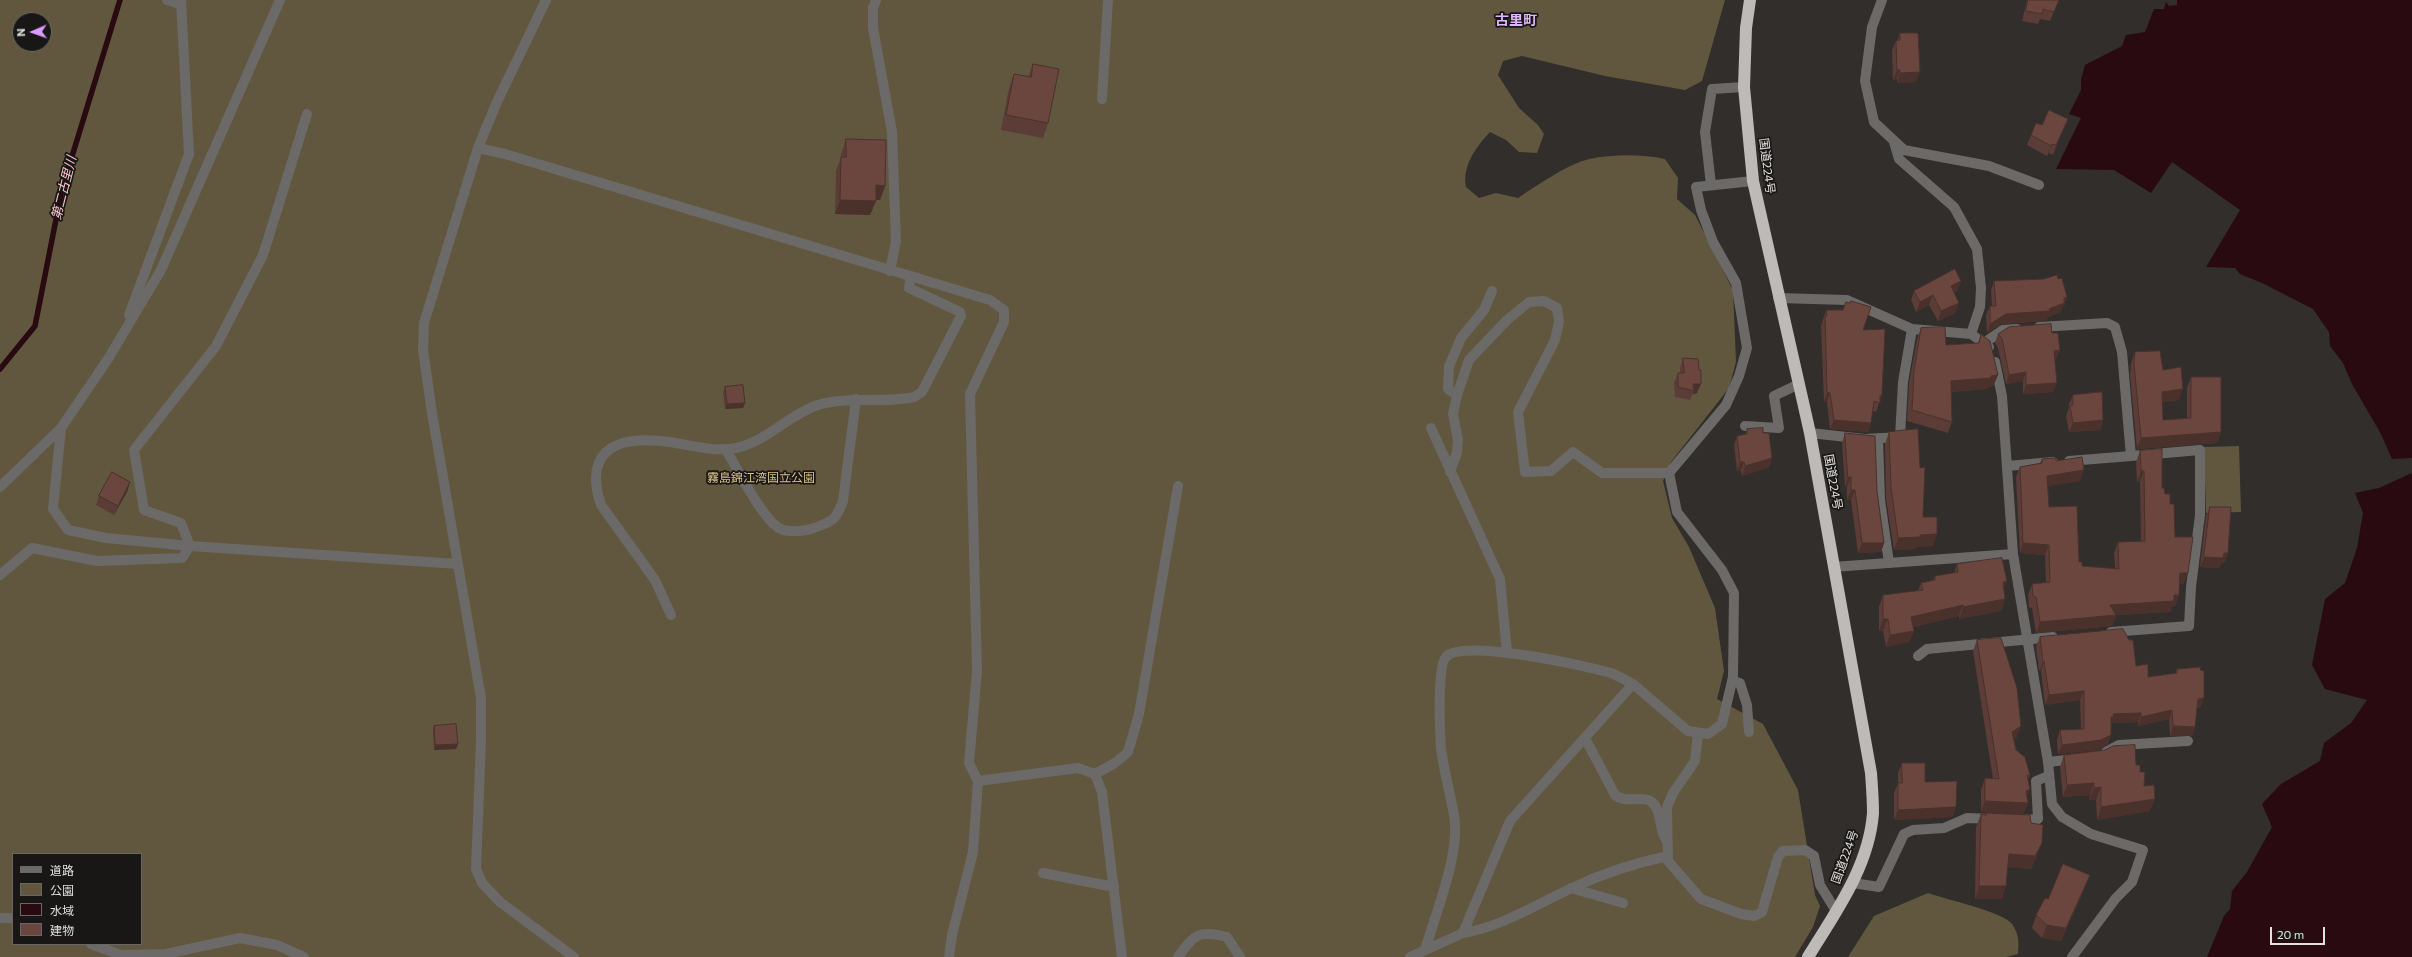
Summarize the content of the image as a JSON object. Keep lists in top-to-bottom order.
{
  "streets": {
    "highway": ["国道224号"]
  },
  "districts": ["古里町"],
  "water": ["第二古里川"],
  "parks": ["霧島錦江湾国立公園"],
  "legend": [
    "道路",
    "公園",
    "水域",
    "建物"
  ],
  "scale_bar": "20 m",
  "north": "left"
}
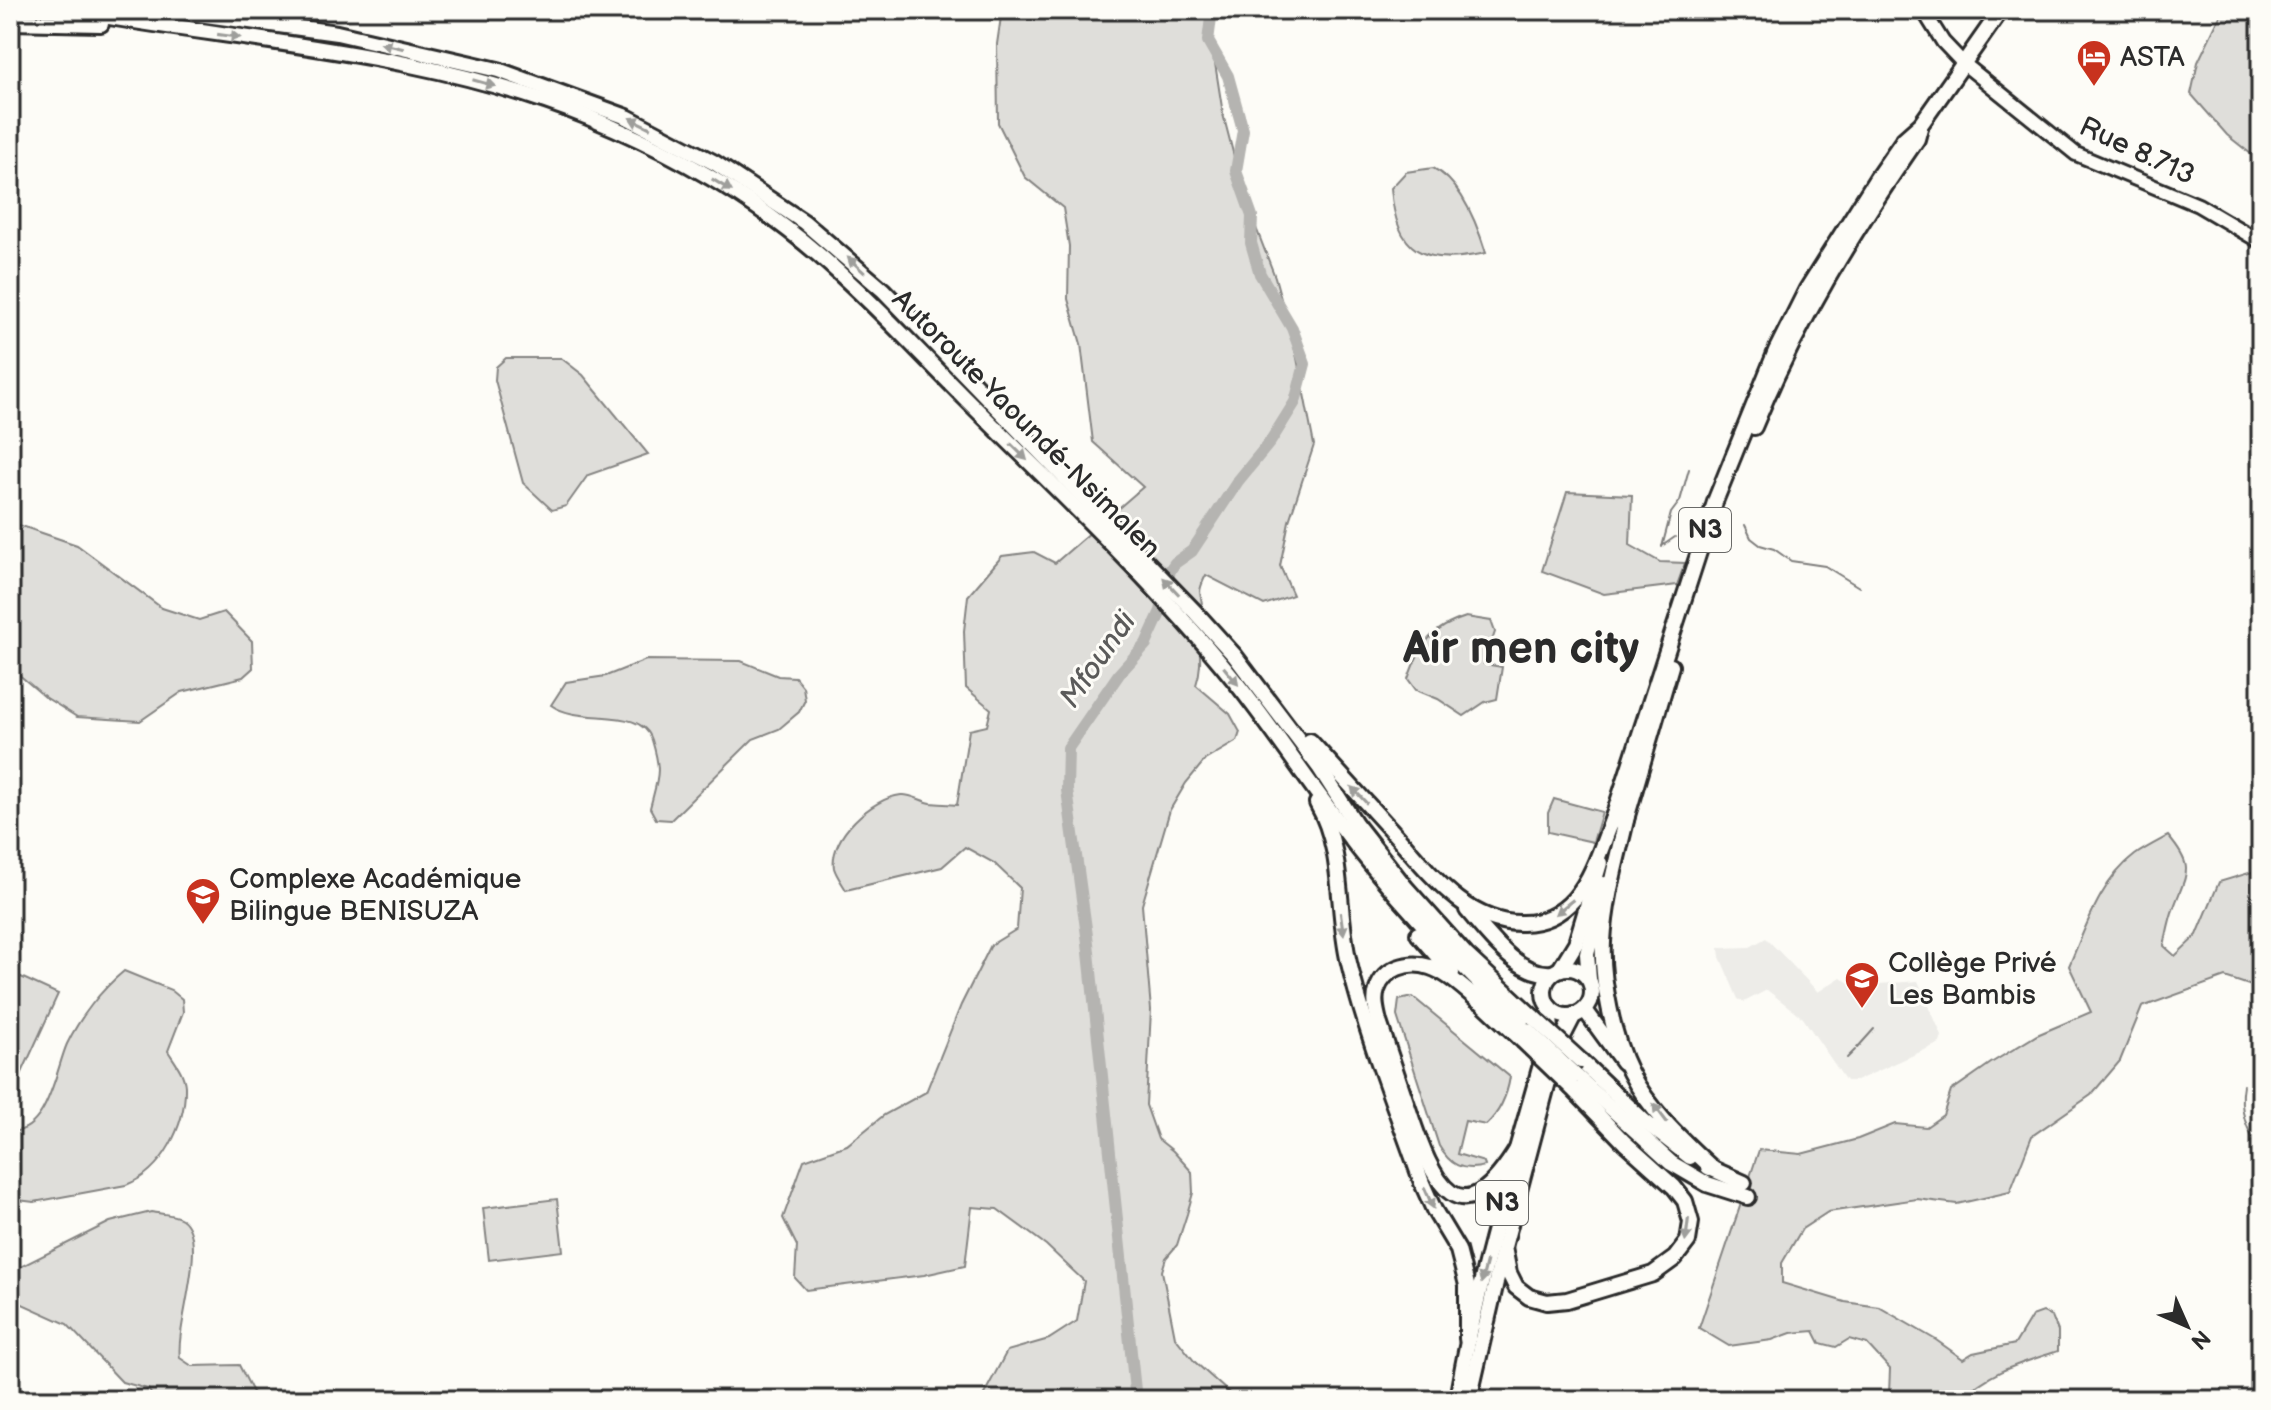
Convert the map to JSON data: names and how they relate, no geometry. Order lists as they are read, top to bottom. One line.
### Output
{"streets":{"highway":["Autoroute Yaoundé-Nsimalen","N3"],"main road":["Rue 8.713"]},"crossings":[["Rue 8.713","N3"]],"districts":["Air men city"],"water":["Mfoundi"],"places":{"hotel":["ASTA"],"school or university":["Complexe Académique Bilingue BENISUZA","Collège Privé Les Bambis"]},"north":"bottom right"}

# # # # #

Each line of the listing is to be retyped exactly, and its pictures are to be dropped.

Reply
Summarize the content of the image as a JSON object. Keep lists in top-to-bottom order.
{
  "streets": {
    "highway": ["国道224号"]
  },
  "districts": ["古里町"],
  "water": ["第二古里川"],
  "parks": ["霧島錦江湾国立公園"],
  "legend": [
    "道路",
    "公園",
    "水域",
    "建物"
  ],
  "scale_bar": "20 m",
  "north": "left"
}
Convert the map to JSON data: names and how they relate, no geometry. Order lists as they are read, top to bottom. One line.
### Output
{"streets":{"highway":["Autoroute Yaoundé-Nsimalen","N3"],"main road":["Rue 8.713"]},"crossings":[["Rue 8.713","N3"]],"districts":["Air men city"],"water":["Mfoundi"],"places":{"hotel":["ASTA"],"school or university":["Complexe Académique Bilingue BENISUZA","Collège Privé Les Bambis"]},"north":"bottom right"}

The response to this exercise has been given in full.